Je voudrais faire plusieurs remarques concernant les dépenses.

Tout d’abord, le versement en tiers payant du complément mode de garde pour les familles modestes recentre les problématiques d’accueil des jeunes enfants et du choix du mode de garde par leurs parents. J’y suis favorable.

J’en profite pour souligner l’action volontariste du gouvernement de François Fillon, qui aura tenu son engagement d’atteindre 200 000 places d’accueil, dont la moitié en accueil collectif.

La garde à domicile demeure le mode de garde le plus répandu, en raison, d’une part, de la souplesse qu’il offre sur l’ensemble du territoire et, d’autre part, de la flexibilité de ses horaires, plus importante qu’en accueil collectif. Toutefois, c’est aussi le mode le plus coûteux pour les parents. À cet égard, je crains les conséquences du tour de vis donné à la niche « nounou ». §

En effet, le projet de loi table naïvement sur l’hypothèse que les familles vont conserver leurs modes de garde et les mêmes modalités de paiement. Or il n’en sera rien. En touchant au crédit d’impôt, vous allez démolir le vecteur fiscal qui a permis de lutter en partie contre le travail dissimulé. Il est donc réaliste de prévoir un retour aux pratiques de fraude et de travail non déclaré, qui étaient si répandues avant l’adoption de la loi du 26 juillet 2005 relative au développement des services à la personne et portant diverses mesures en faveur de la cohésion sociale.

De nombreux parents qui ont déjà énormément de difficultés pour trouver une nounou qui accepte d’être déclarée – car telle la réalité en région parisienne, dans mon département et dans ma commune ! – vont revenir au système D, en déclarant moins d’heures ou en optant pour un tarif plus faible.

En Espagne, où le même dispositif a été voté récemment, le volume mensuel d’heures de travail déclarées des nourrices a diminué de 30 %. Cette mesure aura pour conséquence immédiate de faire basculer dans l’illégalité plusieurs milliers de salariés, ainsi que les entreprises spécialisées les employant, et de diminuer les rentrées fiscales. C’est le contraire de l’objectif visé !

En outre, je crains que cela ne touche de plein fouet les femmes, plus encore les femmes seules, car le surenchérissement du coût incitera celles qui perçoivent les salaires les plus modestes à rester chez elles, les éloignant ainsi un peu plus de l’emploi.

À mon avis, vous roulez à contresens, et à grande vitesse.
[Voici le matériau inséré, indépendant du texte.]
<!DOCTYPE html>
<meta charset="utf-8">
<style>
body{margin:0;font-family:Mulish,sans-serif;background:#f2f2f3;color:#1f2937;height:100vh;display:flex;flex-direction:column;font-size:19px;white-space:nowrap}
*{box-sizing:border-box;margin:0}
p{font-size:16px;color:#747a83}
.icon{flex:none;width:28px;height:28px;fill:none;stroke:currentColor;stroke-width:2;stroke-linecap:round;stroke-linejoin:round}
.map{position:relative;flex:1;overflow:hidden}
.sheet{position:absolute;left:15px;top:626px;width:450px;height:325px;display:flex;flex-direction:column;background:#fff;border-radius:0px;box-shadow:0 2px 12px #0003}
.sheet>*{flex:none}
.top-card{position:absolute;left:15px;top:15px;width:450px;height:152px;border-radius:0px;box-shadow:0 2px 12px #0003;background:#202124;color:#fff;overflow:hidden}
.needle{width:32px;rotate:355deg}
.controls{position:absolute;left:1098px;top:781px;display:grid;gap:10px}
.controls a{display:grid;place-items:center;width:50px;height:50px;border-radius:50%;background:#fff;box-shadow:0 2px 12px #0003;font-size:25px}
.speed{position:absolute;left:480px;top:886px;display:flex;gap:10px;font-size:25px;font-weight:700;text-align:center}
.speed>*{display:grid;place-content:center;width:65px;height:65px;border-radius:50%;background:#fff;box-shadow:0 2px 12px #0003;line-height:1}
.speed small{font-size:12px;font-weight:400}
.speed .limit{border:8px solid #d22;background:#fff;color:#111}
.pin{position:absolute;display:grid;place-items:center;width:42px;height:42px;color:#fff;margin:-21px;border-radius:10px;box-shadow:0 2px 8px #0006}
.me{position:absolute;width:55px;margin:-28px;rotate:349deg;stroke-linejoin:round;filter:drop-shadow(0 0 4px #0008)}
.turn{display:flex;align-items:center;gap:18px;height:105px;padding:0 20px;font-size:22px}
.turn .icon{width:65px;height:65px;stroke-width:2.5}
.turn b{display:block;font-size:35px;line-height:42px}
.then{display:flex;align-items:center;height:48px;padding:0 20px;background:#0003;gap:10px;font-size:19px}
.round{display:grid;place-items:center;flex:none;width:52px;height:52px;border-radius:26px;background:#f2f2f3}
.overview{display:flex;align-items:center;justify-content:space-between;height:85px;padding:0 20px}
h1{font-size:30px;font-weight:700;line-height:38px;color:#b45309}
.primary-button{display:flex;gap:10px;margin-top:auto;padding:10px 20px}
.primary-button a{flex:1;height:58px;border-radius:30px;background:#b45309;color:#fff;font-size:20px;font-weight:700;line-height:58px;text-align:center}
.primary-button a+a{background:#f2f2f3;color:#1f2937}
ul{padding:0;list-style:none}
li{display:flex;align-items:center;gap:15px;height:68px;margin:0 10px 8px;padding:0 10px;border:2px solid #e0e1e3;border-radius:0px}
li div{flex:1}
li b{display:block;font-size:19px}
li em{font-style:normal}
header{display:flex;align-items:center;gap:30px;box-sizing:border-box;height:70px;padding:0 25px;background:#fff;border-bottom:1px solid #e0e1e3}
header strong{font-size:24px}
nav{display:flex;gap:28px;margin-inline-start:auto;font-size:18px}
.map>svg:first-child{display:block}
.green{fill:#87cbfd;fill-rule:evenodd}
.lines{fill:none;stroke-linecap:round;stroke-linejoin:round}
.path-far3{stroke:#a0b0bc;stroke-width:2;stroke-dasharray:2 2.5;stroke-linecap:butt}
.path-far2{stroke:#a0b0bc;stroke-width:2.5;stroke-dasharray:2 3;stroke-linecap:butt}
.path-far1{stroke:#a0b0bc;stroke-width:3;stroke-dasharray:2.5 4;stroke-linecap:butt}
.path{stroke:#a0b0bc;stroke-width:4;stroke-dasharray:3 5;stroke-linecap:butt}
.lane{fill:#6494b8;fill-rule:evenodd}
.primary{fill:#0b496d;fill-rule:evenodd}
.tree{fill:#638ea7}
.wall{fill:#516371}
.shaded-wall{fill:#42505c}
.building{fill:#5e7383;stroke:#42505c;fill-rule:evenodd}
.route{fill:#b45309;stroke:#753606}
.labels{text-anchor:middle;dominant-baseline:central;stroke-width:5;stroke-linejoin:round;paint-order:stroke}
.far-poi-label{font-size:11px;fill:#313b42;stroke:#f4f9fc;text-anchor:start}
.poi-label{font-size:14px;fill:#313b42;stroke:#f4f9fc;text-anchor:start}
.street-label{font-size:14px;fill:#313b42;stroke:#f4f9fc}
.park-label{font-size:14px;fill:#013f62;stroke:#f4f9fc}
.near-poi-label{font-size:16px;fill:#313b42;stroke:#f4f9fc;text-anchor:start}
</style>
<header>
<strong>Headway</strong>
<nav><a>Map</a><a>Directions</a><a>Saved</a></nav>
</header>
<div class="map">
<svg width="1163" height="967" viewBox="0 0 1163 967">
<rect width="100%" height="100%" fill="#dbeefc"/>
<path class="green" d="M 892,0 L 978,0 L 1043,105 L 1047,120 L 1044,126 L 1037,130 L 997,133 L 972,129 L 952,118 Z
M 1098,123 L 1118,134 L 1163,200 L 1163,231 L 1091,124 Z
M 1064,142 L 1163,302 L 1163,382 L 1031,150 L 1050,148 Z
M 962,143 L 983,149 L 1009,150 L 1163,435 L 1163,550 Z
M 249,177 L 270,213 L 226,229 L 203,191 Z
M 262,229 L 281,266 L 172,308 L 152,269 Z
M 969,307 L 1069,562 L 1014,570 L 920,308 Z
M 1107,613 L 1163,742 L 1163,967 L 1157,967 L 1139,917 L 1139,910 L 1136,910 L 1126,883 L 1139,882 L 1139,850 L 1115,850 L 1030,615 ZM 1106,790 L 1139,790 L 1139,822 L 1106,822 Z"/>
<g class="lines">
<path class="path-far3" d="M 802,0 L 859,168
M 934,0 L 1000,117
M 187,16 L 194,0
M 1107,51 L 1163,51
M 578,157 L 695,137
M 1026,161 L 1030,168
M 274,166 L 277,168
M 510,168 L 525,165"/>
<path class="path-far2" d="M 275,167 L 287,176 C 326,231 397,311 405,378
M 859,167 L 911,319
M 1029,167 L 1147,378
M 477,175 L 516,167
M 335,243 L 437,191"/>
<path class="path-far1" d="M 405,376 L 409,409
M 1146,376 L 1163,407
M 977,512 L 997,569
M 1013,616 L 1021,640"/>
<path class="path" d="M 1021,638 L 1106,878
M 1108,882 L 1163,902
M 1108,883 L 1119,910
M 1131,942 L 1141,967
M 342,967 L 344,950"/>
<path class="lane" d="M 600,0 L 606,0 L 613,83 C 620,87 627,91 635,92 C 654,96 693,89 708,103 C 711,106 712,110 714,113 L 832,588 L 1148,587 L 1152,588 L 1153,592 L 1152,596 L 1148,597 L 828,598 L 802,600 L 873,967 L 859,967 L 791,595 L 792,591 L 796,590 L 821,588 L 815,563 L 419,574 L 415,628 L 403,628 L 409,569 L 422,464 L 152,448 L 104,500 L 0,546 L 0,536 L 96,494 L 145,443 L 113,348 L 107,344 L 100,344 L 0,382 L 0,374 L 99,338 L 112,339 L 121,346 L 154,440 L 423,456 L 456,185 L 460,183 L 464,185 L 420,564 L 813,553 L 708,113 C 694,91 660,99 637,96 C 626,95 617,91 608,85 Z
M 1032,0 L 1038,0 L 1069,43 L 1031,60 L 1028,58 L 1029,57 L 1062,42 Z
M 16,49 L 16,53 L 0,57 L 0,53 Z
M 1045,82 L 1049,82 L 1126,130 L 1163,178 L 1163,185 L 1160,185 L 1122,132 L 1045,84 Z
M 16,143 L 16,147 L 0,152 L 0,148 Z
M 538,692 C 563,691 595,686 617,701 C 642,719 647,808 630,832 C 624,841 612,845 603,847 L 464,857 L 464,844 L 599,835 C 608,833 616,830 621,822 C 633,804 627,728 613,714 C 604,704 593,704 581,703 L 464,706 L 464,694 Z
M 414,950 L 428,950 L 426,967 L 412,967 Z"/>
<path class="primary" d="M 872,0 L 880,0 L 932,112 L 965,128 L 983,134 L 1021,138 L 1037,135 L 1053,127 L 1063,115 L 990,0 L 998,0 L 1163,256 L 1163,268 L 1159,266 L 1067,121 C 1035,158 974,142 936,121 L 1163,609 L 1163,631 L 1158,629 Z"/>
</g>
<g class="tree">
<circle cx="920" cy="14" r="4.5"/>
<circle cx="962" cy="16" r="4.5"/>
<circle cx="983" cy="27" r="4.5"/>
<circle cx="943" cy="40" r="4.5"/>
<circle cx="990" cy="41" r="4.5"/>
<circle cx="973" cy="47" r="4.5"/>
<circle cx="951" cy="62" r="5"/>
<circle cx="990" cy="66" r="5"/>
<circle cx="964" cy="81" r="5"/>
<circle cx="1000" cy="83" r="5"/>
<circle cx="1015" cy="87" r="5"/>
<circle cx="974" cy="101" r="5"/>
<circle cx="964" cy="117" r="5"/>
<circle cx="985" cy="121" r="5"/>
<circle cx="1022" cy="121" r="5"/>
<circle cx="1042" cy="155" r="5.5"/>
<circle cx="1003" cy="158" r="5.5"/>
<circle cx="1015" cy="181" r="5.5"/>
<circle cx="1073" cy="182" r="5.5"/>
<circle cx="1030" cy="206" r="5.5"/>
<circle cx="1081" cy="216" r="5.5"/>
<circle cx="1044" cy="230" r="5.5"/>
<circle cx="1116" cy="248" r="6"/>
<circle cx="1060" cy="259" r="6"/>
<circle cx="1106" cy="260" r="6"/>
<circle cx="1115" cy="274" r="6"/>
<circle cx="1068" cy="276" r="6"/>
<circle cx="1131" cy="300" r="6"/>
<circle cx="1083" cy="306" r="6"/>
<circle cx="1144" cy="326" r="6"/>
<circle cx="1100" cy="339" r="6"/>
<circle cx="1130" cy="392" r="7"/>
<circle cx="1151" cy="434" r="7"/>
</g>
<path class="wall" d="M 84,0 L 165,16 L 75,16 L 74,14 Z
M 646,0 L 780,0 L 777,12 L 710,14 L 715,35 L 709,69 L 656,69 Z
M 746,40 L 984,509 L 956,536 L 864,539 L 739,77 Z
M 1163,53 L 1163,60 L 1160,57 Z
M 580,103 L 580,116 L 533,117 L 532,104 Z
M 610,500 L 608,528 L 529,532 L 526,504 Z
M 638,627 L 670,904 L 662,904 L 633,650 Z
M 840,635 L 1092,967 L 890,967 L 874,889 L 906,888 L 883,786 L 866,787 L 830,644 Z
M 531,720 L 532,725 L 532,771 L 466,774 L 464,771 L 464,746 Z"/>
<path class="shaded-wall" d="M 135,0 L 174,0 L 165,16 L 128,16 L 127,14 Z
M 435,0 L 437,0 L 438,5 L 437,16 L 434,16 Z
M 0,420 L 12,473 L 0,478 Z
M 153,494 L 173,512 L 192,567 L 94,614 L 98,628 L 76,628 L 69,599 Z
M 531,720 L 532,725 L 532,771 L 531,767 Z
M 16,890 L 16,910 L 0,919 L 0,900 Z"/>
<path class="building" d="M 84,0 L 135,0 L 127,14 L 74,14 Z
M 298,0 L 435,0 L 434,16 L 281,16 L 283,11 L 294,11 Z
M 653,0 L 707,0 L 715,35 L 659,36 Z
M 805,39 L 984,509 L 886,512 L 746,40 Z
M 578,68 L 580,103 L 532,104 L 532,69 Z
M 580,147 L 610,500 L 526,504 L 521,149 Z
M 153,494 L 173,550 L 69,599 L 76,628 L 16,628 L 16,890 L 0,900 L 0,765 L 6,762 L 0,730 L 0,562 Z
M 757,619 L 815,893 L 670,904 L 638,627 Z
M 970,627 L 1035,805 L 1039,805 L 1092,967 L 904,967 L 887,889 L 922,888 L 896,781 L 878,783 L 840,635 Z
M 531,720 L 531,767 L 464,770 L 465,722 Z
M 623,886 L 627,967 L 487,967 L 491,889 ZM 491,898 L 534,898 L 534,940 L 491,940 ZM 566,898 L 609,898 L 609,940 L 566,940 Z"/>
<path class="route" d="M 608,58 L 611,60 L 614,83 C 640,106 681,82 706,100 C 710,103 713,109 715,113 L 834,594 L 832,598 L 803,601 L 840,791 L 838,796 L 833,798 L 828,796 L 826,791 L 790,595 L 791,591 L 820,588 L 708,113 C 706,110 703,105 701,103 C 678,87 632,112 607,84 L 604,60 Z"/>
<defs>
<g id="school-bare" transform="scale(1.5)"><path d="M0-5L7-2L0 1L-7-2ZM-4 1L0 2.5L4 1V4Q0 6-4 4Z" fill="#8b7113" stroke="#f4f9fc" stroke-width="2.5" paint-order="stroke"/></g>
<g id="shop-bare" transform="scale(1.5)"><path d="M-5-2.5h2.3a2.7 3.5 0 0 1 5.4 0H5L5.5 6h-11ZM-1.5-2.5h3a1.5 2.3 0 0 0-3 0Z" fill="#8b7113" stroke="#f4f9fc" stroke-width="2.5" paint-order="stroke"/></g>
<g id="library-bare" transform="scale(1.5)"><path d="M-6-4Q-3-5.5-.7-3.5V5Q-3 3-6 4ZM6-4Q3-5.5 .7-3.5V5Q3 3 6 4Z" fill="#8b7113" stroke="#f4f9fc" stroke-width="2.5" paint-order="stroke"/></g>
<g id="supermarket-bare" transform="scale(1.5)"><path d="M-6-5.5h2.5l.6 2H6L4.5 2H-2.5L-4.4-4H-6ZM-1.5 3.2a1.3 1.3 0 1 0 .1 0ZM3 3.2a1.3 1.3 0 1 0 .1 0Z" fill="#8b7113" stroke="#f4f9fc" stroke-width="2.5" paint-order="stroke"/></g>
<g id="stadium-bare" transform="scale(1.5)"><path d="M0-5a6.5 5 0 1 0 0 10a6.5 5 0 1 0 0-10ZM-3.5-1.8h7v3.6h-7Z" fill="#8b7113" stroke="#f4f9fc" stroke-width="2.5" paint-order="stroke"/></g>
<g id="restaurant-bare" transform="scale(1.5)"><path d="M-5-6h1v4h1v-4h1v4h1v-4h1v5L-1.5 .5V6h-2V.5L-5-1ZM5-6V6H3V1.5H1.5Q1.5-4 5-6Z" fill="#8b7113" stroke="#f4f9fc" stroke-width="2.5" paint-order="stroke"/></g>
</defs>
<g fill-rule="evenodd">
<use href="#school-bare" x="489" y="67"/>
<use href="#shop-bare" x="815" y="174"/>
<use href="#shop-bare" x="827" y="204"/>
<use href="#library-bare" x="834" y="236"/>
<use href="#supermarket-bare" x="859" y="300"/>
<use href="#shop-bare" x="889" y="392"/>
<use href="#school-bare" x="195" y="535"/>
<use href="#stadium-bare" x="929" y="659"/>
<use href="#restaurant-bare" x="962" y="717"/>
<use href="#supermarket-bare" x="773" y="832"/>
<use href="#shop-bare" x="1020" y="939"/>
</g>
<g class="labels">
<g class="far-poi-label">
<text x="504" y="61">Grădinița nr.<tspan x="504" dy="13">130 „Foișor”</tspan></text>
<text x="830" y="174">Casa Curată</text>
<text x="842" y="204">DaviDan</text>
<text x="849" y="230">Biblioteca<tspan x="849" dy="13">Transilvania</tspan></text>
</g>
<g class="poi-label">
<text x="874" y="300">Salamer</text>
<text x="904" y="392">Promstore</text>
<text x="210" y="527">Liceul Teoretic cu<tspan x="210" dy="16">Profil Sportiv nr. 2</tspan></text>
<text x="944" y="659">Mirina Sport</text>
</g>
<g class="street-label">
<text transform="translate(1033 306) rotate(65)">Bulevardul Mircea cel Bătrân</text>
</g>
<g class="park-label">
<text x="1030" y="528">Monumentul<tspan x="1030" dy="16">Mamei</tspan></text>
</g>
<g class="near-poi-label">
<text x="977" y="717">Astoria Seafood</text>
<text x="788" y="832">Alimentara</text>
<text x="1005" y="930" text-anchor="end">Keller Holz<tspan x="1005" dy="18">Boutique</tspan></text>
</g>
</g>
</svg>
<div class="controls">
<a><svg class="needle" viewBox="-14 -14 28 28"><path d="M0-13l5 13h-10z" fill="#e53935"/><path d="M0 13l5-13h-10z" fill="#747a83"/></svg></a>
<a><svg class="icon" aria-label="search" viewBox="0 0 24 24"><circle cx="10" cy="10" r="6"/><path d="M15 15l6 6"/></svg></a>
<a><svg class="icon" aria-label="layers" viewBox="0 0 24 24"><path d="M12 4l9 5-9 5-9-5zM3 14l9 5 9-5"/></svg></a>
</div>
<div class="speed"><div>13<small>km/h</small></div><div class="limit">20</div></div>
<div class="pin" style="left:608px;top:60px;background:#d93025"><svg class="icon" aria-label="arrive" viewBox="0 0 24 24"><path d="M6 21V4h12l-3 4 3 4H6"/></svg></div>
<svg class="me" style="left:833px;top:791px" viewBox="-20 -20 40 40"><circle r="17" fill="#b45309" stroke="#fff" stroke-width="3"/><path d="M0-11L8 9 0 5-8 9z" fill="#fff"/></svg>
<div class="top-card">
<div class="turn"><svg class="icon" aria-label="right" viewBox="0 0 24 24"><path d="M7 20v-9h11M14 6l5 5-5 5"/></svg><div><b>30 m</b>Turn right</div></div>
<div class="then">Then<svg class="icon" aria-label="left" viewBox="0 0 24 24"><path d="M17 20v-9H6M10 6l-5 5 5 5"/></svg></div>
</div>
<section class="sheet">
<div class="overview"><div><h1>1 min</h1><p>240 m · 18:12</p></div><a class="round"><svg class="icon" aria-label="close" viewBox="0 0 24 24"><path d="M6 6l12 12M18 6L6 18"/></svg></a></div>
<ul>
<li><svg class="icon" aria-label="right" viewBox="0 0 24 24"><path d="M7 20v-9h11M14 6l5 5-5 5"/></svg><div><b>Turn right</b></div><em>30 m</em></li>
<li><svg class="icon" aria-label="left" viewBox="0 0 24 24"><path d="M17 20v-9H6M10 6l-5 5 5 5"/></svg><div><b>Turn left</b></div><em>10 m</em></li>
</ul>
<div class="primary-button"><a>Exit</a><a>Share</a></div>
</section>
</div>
C’est dangereux. Vous allez provoquer un accident démographique en remettant en cause un élément important de la politique familiale.

Un dernier point a attiré toute mon attention et m’a d’autant plus surprise qu’il n’a pas sa place dans le projet de loi de financement de la sécurité sociale, me semble-t-il. Je parle du congé de paternité et d’accueil de l’enfant. Plusieurs ministres l’ont évoqué pour s’en féliciter.

Or une telle transformation, adoptée par voie d’amendement à l’Assemblée nationale, me paraît prématurée. Le conseil des ministres vient d’adopter votre projet de mariage entre personnes de même sexe ; le texte devrait être débattu dans quelques mois au Parlement. Non seulement cela constituerait un cadre juridique plus approprié que le PLFSS, mais, en plus, vous n’anticiperiez ainsi pas sur des dispositions souhaitées par une minorité de personnes et que vous voulez opposer à toutes les familles.

Et je n’évoque pas les aspects juridiques d’une telle disposition. En reconnaissant le rôle du ou de la partenaire de la mère en matière de congé, vous niez totalement le père naturel de l’enfant, qui peut, lui aussi, vouloir contribuer à l’accueil de ce dernier. Qui arbitrera ce conflit ? Quels en seront les recours ? Telles sont les raisons pour lesquels, avec mes collègues, nous souhaitons la suppression de cet article.

Enfin, et même si ce point ne relève pas formellement de la branche famille, je souhaite terminer mon intervention sur la contraception des mineures. La limite minimale à quinze ans me paraît incompréhensible. Préférez-vous qu’une jeune fille âgée de quatorze ans et quelques mois soit obligée de subir une IVG plutôt que de rembourser ses contraceptifs ?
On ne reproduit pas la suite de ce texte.